Pronounced microsatellite instability in transitional cell carcinomas from young patients with bladder cancer

Microsatellites may show loss of heterozygosity as well as instability of the repeats. We examined 22 different microsatellites in 14 bladder tumours (7 grade II non-invasive, 7 grade III/IV invasive) and found altered CA repeat length compared with leukocytes, indicating instability, in several microsatellites in all tumours. Instability was significantly more frequent in low stage tumours compared with high stage tumours. The number of new bands occuring was also significantly higher in low stage tumours (median 7.2) compared with high stage tumours (median 3.3). Furthermore, patients with a disease course H1 year had significantly more unstable microsatellites (10.83) than those with a disease course F1 year (mean 8.88).

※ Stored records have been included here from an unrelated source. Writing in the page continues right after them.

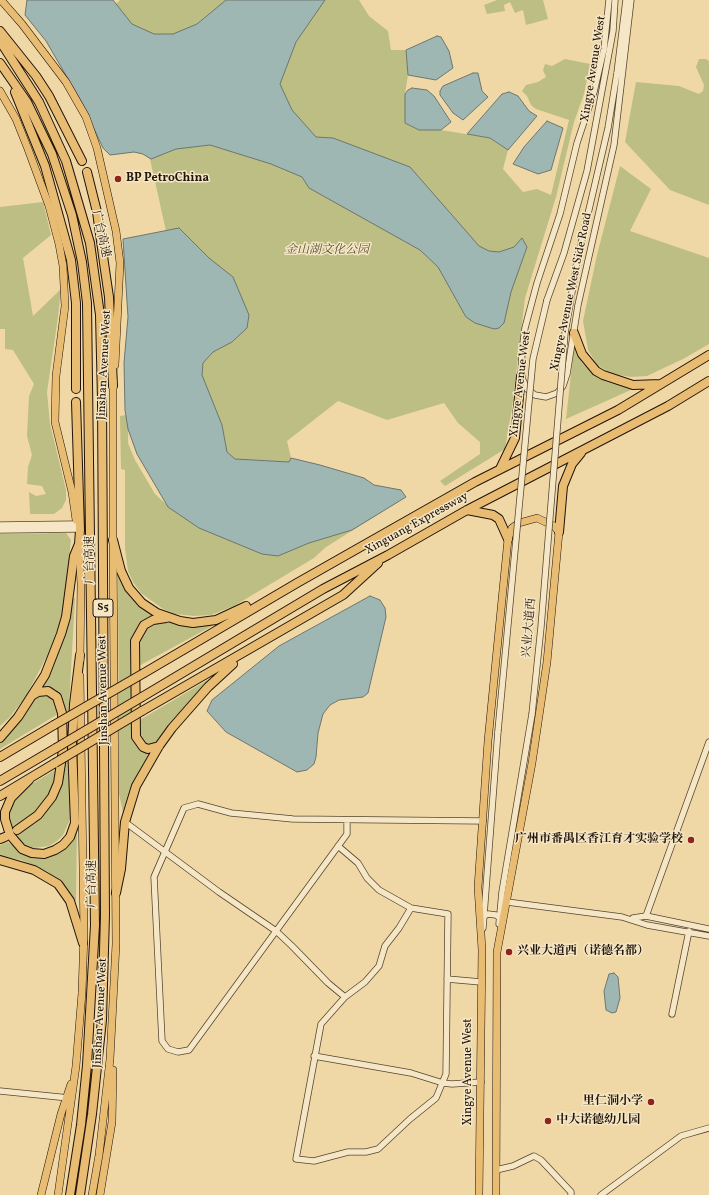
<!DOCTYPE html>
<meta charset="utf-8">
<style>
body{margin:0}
canvas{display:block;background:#efd8a6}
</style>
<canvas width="709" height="1195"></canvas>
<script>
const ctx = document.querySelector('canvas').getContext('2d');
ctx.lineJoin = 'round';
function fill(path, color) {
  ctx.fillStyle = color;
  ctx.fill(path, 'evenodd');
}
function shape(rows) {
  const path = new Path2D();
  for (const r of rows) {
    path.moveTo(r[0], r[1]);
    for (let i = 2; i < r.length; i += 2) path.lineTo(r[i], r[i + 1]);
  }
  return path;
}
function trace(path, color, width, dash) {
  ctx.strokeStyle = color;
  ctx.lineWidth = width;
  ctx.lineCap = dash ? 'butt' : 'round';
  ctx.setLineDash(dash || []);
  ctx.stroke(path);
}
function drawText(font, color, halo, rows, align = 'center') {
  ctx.font = font + ' Vollkorn,"Noto Serif SC",serif';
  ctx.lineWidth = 3;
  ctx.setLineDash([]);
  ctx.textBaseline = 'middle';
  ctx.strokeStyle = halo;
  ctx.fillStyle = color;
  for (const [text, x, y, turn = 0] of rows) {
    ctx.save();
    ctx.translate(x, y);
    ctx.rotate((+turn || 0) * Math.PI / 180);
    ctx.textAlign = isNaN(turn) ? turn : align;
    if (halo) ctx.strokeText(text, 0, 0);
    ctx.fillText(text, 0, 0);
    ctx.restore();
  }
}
fill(shape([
 [27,0,112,0,116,4,120,0,359,0,369,16,388,31,391,50,406,50,408,75,405,94,405,123,419,130,441,130,490,138,508,150,503,169,523,192,537,189,551,195,569,120,536,109,531,105,527,96,522,91,526,85,538,82,546,77,543,70,545,64,552,66,565,59,590,64,584,94,574,122,556,197,525,298,512,408,505,449,445,486,440,481,480,454,480,442,458,423,444,403,387,420,338,401,287,441,291,458,364,478,374,485,401,490,406,497,326,547,314,558,234,606,211,615,194,616,175,614,163,609,141,593,133,582,128,571,125,549,125,470,121,469,120,416,126,415,124,363,128,317,123,239,166,231,150,159,143,154,134,152,110,155,103,148,82,103,46,41,25,15],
 [128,430,137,454,167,505,155,494,135,460,128,443],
 [497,0,543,0,548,19,526,25,523,10,515,13,510,2,504,5,505,11,487,14,484,5],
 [699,59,706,59,709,61,709,205,670,190,625,142,636,82,679,86,699,94,703,91,704,85,696,67],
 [620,166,651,189,630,231,709,258,709,344,683,359,647,376,631,377,612,374,597,365,588,350,583,321,597,255],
 [43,202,51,235,23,258,33,316,61,289,58,317,47,392,50,424,66,490,66,500,62,508,54,514,30,514,29,492,36,496,46,494,42,486,27,484,28,467,32,455,27,436,29,396,34,384,13,350,5,349,5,329,0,329,0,207],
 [574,347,582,363,594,374,607,382,633,389,566,419],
 [66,533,71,540,64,612,48,654,26,696,9,718,0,726,0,534],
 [118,570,156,616,144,621,132,648,134,741,138,747,150,752,139,771,123,813,119,794],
 [72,598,75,598,69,706,68,764,71,817,63,835,57,841,49,846,34,848,19,842,14,835,41,817,55,799,63,767,64,704,61,696,55,689,41,687],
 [167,621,211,624,212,626,137,667,139,637,145,627,154,622],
 [216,675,158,742,152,745,147,746,139,738,138,721],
 [45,693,55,700,58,714,0,749,0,742,35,697],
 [55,770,56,774,52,792,41,808,23,824,10,830,8,820,9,810,12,801,20,791],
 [77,824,76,901,74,901,59,881,48,872,21,860,0,856,0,845,8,842,18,849,34,855,59,846]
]), '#bdbe84');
const water = shape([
 [27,0,113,0,132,24,154,34,173,34,197,24,226,0,325,0,296,42,280,84,292,110,316,137,333,138,410,167,479,246,489,251,499,252,514,247,522,238,527,247,511,292,504,323,499,328,494,329,475,323,466,317,438,267,420,250,309,188,302,177,271,164,210,145,176,149,151,159,143,154,134,152,110,155,103,148,82,103,46,41,25,15,27,0],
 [437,36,441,37,449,51,453,68,436,80,408,75,406,50,437,36],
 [473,73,478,73,482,91,488,97,463,120,453,113,440,95,440,91,443,86,473,73],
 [412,88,427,90,434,96,451,122,441,130,419,130,405,123,405,94,408,90,412,88],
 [509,92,518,96,529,111,537,116,508,150,490,138,467,134,502,94,509,92],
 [547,121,563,128,551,170,538,174,513,164,524,147,547,121],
 [179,228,209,258,233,277,249,315,247,328,232,342,213,352,203,363,202,375,222,425,227,452,235,459,289,462,291,458,320,465,364,478,374,485,401,490,406,497,352,530,309,543,278,556,262,554,199,528,168,507,137,454,128,429,125,410,124,363,128,317,123,239,179,228],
 [370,596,380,600,385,608,386,617,368,693,363,697,339,700,330,705,323,714,318,733,316,757,314,764,307,770,297,772,226,732,207,711,212,700,279,646,370,596],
 [614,973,618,977,620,998,616,1012,612,1013,606,1010,604,991,609,974,614,973]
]);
fill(water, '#9fb7b3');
trace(water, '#6d766f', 1);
const minor = shape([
 [609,0,604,49,594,92,577,143,560,214,537,283,525,328,522,351,521,376,527,389,535,395,546,397,557,393,563,386,567,374,578,305,614,145,631,0],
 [547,300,564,253,587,171,613,31,615,0],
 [570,304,577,261,608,128,617,73,626,0],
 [0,525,77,524],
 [0,530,77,529],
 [347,820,347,834,189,1050,178,1052,168,1049,162,1041,154,877,184,808,198,804,231,813,293,819,483,821],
 [125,822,219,892,276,931,292,946,328,983,345,997],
 [338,846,358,863,367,878,379,890,411,908,399,928,385,946,379,966,365,982,345,997,321,1024,296,1159,314,1161,348,1152,366,1152,378,1149,410,1119,436,1098,446,1074,448,914,411,908],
 [507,902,622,917,647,925,709,936],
 [484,916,488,914,496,915,500,918],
 [646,916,709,742],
 [633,918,646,916,709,929],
 [499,924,502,892,532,714],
 [483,928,498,731],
 [447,979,481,982],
 [672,1014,689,931],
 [314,1056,411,1073,443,1083,452,1084,481,1082],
 [0,1091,69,1098],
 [496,1170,513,1166,534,1156,541,1160,571,1192,571,1195],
 [601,1195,681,1136,709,1128]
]);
const major = shape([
 [1,0,22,24,66,82,86,117,97,148,116,231,120,263,115,365],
 [0,91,16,119,28,149,49,206,59,244,63,266,65,306,56,376,55,422,72,492,76,520],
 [79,544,81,584,80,660],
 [41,1195,61,1114,71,1084],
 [58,1195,76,1066,82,993,84,933,80,676],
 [92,1195,99,1155,110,1059,116,944,113,540,113,381],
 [100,1195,112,1122,113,1070],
 [479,1195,482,950,478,887,488,741,508,539,512,528,519,523,537,518,554,526,559,532,547,662,532,763,497,952,496,1195]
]);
const highway = shape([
 [0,31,36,76,49,96,82,161],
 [0,41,39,102,66,161,90,243,100,315,102,400,105,915,102,1020,92,1114,80,1195],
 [0,63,27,102,52,154,72,215,82,262,87,303,95,925,87,1065,81,1125,70,1195],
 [15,92,45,166,71,260,76,303,76,389],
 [87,172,97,212,104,263,109,297,113,386],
 [574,333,582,354,596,371,603,375,633,385,660,384],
 [500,469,515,438,521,376],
 [467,510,493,515,499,519,508,539],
 [559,532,563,486,572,464,581,453],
 [113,540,121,571,129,588,142,603,157,613,180,621,193,623,216,620,246,606],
 [144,673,297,583,475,482,618,410,709,355],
 [142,697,323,589,388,555,467,510,668,406,709,381],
 [142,711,343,595,378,563],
 [0,738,18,717,45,675,61,634,66,617,74,556,79,544,80,530,76,402],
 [159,746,148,749,143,747,136,737,135,641,144,625,153,620,166,618],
 [0,757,54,725],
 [29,780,11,798,5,812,5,819,10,835,22,849,32,853,44,854,55,850,63,845,70,837,75,823,72,745,74,704,80,655],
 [0,781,56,748],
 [0,796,55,763],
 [17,830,38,815,52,797,58,783,63,750,62,713,57,697,48,691,38,692,33,695],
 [0,839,5,837],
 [0,860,34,870,58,884,70,901,83,943],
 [116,893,121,869,125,822,136,786,159,746,172,728,208,687,233,664]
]);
trace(minor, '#554530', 7);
trace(major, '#221409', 8);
trace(highway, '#221409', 10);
trace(minor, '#f5e6c5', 5.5);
trace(major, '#e8bc73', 7);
trace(highway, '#e8bc73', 8);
const minorBridge = shape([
 [532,714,541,627,565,333,570,304],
 [498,731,533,359,547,300]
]);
const highwayBridge = shape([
 [54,725,144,673],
 [56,748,142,697],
 [55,763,142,711]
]);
trace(minorBridge, '#554530', 7, []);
trace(highwayBridge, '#221409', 10, []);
trace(minorBridge, '#f5e6c5', 5.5);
trace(highwayBridge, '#e8bc73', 8);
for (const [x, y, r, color] of [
 [118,179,4,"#8f2418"],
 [691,840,4,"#8f2418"],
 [509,952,4,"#8f2418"],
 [651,1102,4,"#8f2418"],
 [548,1121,4,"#8f2418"]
]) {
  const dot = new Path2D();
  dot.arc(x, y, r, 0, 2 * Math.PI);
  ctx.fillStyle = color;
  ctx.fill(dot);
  trace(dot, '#f5e6c5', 1.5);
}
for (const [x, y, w] of [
 [103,608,20]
]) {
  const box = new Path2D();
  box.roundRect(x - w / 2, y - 9, w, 18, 3);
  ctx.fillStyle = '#f5e6c5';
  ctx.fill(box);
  trace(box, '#221409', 1);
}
drawText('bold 11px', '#221409', null, [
 ["S5",103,608]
]);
drawText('12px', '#221409', '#f5e6c5', [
 ["Xingye Avenue West",594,69,-81],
 ["广台高速",100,234,77],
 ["Xingye Avenue West Side Road",572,292,-78],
 ["Jinshan Avenue West",105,365,-87],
 ["Xingye Avenue West",521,384,-83],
 ["Xinguang Expressway",417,524,-29],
 ["广台高速",91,560,-90],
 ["兴业大道西",530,628,-85],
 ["Jinshan Avenue West",104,690,-91],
 ["广台高速",93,884,-90],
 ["Jinshan Avenue West",101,1013,-87],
 ["Xingye Avenue West",469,1072,-90]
]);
drawText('bold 12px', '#221409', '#f5e6c5', [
 ["BP PetroChina",126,179],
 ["广州市番禺区香江育才实验学校",683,840,"right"],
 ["兴业大道西（诺德名都）",517,952],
 ["里仁洞小学",643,1102,"right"],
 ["中大诺德幼儿园",556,1121]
], 'left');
drawText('italic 12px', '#585034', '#f5e6c5', [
 ["金山湖文化公园",327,251]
]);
</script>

Examination of biopsies from normal bladder mucosa showed no instability. In 2 cases in which selected site biopsies were taken, alterations differed from the tumours, pointing at a different clonal development. LOH was most frequent in 9p markers in low stage tumours. In a group of markers located at 2p, 17p (p53), 9q, 5q and 10p, LOH was significantly more frequent in high stage tumours. Microsatellites placed at MSH2 and MLH1 loci showed LOH in several cases, indicating that the profound microsatellite instability could partly be an effect of damage to these genes.